Status: Experimental
Type: Standards Track
Number: 0136
Version: 0.4
Last Updated: 2005-12-21
JIG: Standards JIG
Approving Body: Jabber Council
Dependencies: XMPP Core, XMPP IM, JEP-0030
Supersedes: None
Superseded By: None
Short Name: archive
Wiki Page: <http://wiki.jabber.org/index.php/Message Archiving (JEP-0136)>

Author Information

Justin Karneges

Email: justin@affinix.com
JID: justin@andbit.net

Ian Paterson

Email: ian.paterson@clientside.co.uk
JID: ian@zoofy.com

Legal Notice

This Jabber Enhancement Proposal is copyright 1999 - 2005 by the Jabber Software Foundation (JSF) and is in full conformance with the JSF's Intellectual Property Rights Policy <http://www.jabber.org/jsf/ipr-policy.shtml>. This material may be distributed only subject to the terms and conditions set forth in the Creative Commons Attribution License (<http://creativecommons.org/licenses/by/2.5/>).

Discussion Venue

The preferred venue for discussion of this document is the Standards-JIG discussion list: <http://mail.jabber.org/mailman/listinfo/standards-jig>.

Relation to XMPP

The Extensible Messaging and Presence Protocol (XMPP) is defined in the XMPP Core (RFC 3920) and XMPP IM (RFC 3921) specifications contributed by the Jabber Software Foundation to the Internet Standards Process, which is managed by the Internet Engineering Task Force in accordance with RFC 2026. Any protocol defined in this JEP has been developed outside the Internet Standards Process and is to be understood as an extension to XMPP rather than as an evolution, development, or modification of XMPP itself.

Conformance Terms

The keywords "MUST", "MUST NOT", "REQUIRED", "SHALL", "SHALL NOT", "SHOULD", "SHOULD NOT", "RECOMMENDED", "NOT RECOMMENDED", "MAY", and "OPTIONAL" in this document are to be interpreted as described in RFC 2119.


Table of Contents

1. Introduction
2. Concepts
3. Determining Server Support
4. Storing Messages in a Collection
5. Retrieving a Collection
6. Removing Collections
7. Obtaining a List of Collections
8. Encryption
9. Replication and Searching
10. File Format
11. Implementation Notes
11.1. Bandwidth Considerations
11.2. Karma Considerations
11.3. Synchronization
11.4. Storage Considerations
12. Privacy Considerations
12.1. Store Headers
12.2. Subject Attributes
13. IANA Considerations
14. Jabber Registrar Considerations
15. XML Schemas
16. To Do
Notes
Revision History


1. Introduction

Historically, clients have archived messages in local storage.
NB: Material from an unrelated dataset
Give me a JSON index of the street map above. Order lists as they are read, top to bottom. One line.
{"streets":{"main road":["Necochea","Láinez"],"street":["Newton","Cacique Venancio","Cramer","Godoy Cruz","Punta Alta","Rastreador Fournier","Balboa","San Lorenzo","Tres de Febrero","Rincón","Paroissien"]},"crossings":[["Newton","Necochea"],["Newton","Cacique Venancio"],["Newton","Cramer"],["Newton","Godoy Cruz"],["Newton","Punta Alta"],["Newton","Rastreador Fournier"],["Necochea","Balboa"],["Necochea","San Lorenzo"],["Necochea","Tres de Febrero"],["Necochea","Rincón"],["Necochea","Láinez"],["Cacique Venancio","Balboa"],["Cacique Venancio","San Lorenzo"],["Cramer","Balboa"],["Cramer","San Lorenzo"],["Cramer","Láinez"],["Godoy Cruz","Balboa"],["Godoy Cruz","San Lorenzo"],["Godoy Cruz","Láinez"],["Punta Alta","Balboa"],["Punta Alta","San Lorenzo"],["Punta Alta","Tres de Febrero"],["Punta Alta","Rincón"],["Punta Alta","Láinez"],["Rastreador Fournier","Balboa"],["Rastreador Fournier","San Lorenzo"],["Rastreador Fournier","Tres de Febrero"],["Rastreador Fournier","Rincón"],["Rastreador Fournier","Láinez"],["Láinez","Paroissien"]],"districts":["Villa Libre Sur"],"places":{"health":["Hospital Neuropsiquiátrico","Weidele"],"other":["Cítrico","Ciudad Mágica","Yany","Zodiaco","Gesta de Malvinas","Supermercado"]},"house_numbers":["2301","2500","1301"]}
However, that is clearly inconvenient for people who use more than one client machine (home, work, mobile) and whenever people upgrade to a new machine. Furthermore, security and resource limitations often prevent clients that run in constrained environments from accessing (sufficient) local storage.

This specification defines a protocol for storing and retrieving messages on a server. Each storage item consists of a collection of messages. This is usually a message thread. Clients are able to add/update/remove collections from the server. This document also specifies a disk format. This allows clients to share message archive files, in a way similar to email clients sharing common formats like mbox and Maildir.
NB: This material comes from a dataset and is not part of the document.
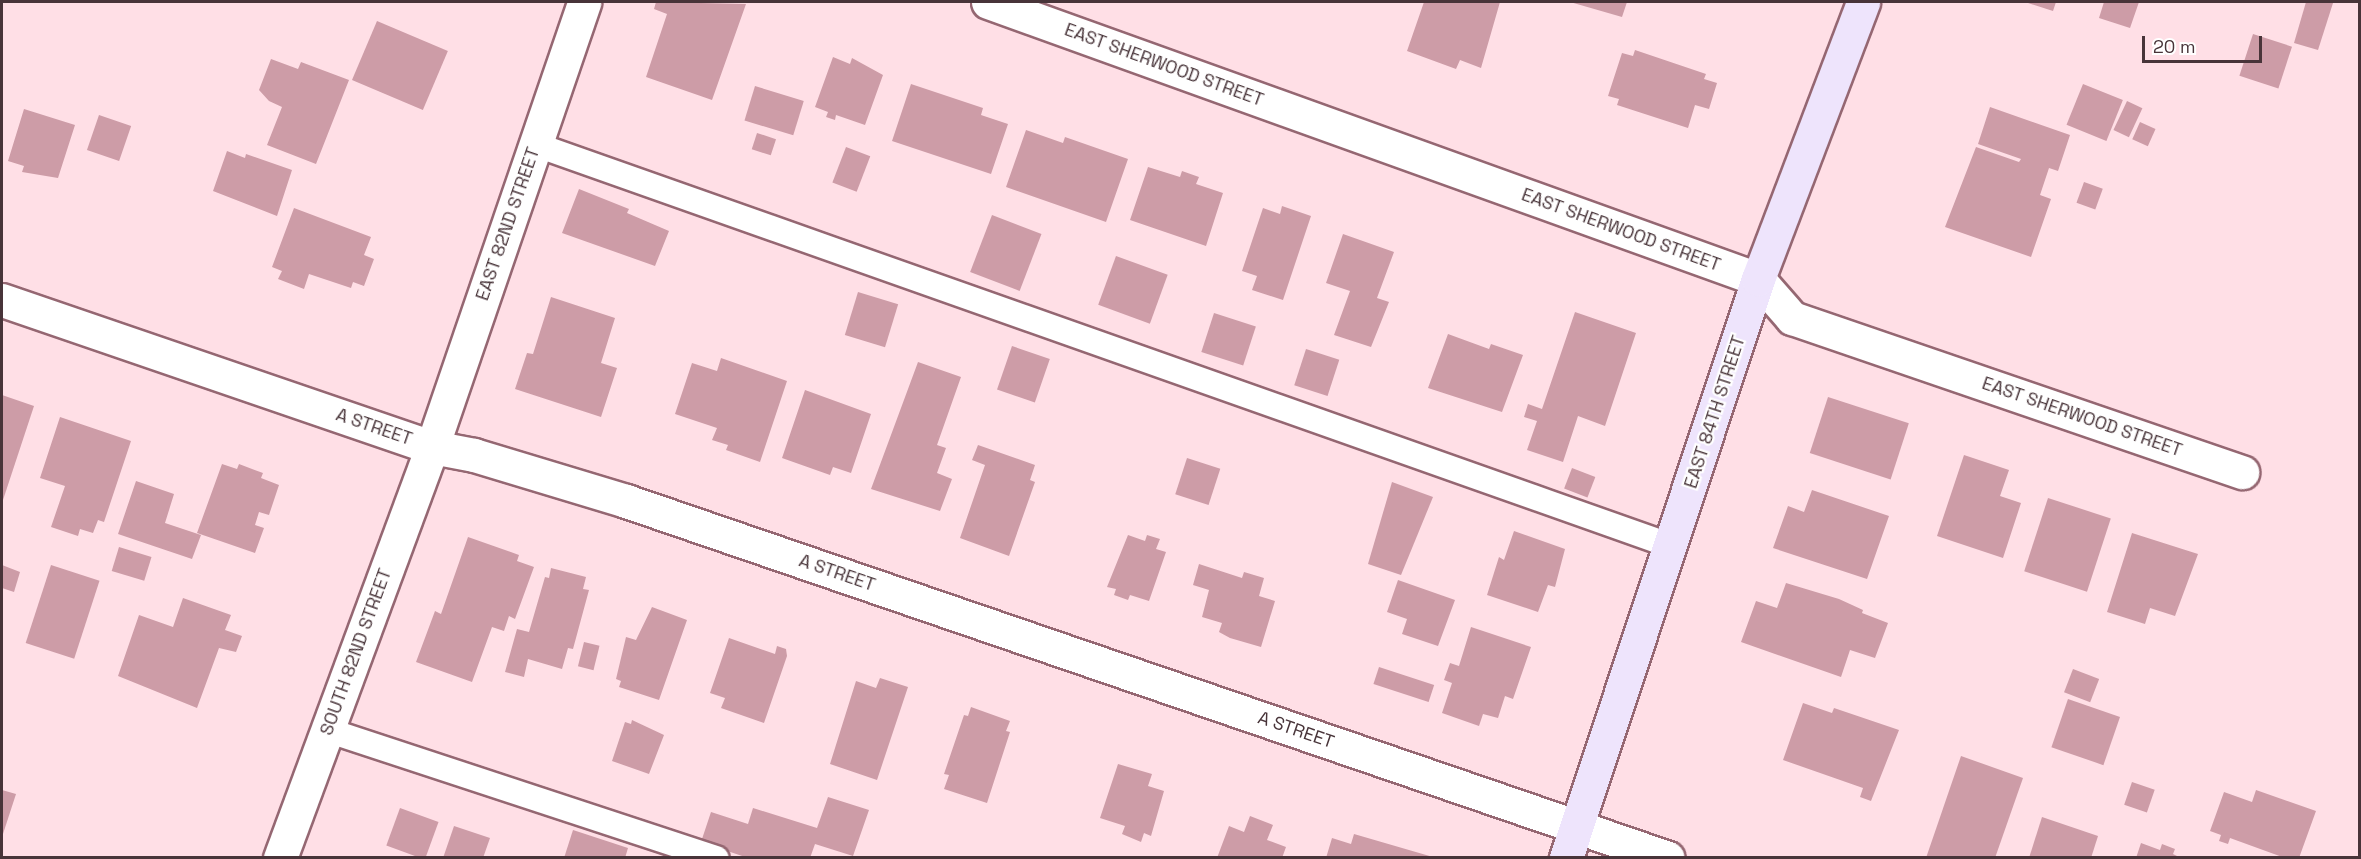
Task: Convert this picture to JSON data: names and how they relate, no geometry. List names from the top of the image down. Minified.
{"streets":{"street":["EAST SHERWOOD STREET","EAST 82ND STREET","EAST 84TH STREET","A STREET","SOUTH 82ND STREET"]},"crossings":[["EAST SHERWOOD STREET","EAST 84TH STREET"],["EAST 82ND STREET","A STREET"],["EAST 82ND STREET","SOUTH 82ND STREET"],["EAST 84TH STREET","A STREET"],["A STREET","SOUTH 82ND STREET"]],"scale_bar":"20 m"}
A server autoarchiving approach would have eliminated the need to submit collections to the server. However, this specification empowers clients instead. This approach enables them to store out-of-band messages like email as well. Also, since end-to-end encryption schemes typically use evanescent keys that are discarded immediately after use, server autoarchived encrypted messages would not be decryptable.

The protocol is designed to minimise the size of collections. This is necessary to mitigate the memory and bandwidth limitations of constrained clients and to alleviate karma issues.

2. Concepts

Messages are stored in message collections on the server. The client uniquely specifies a collection using the pair of attributes: 'with' (bare JID with which the messages were exchanged) and 'start' (thread start-time).

The content of each individual message MUST be encapsulated in a <to/> or <from/> element. The time in seconds of the message relative to the start-time of the collection SHOULD be specified with a 'secs' attribute. The content SHOULD include a <body/> element. Other elements MAY be included, but they are NOT RECOMMENDED. To conserve bandwidth and storage, elements scoped by the 'http://jabber.org/protocol/xhtml-im' namespace SHOULD NOT be included. <thread/> elements and elements scoped by the 'jabber:x:delay', 'jabber:x:event' and 'http://jabber.org/protocol/chatstates' namespaces MUST NOT be included.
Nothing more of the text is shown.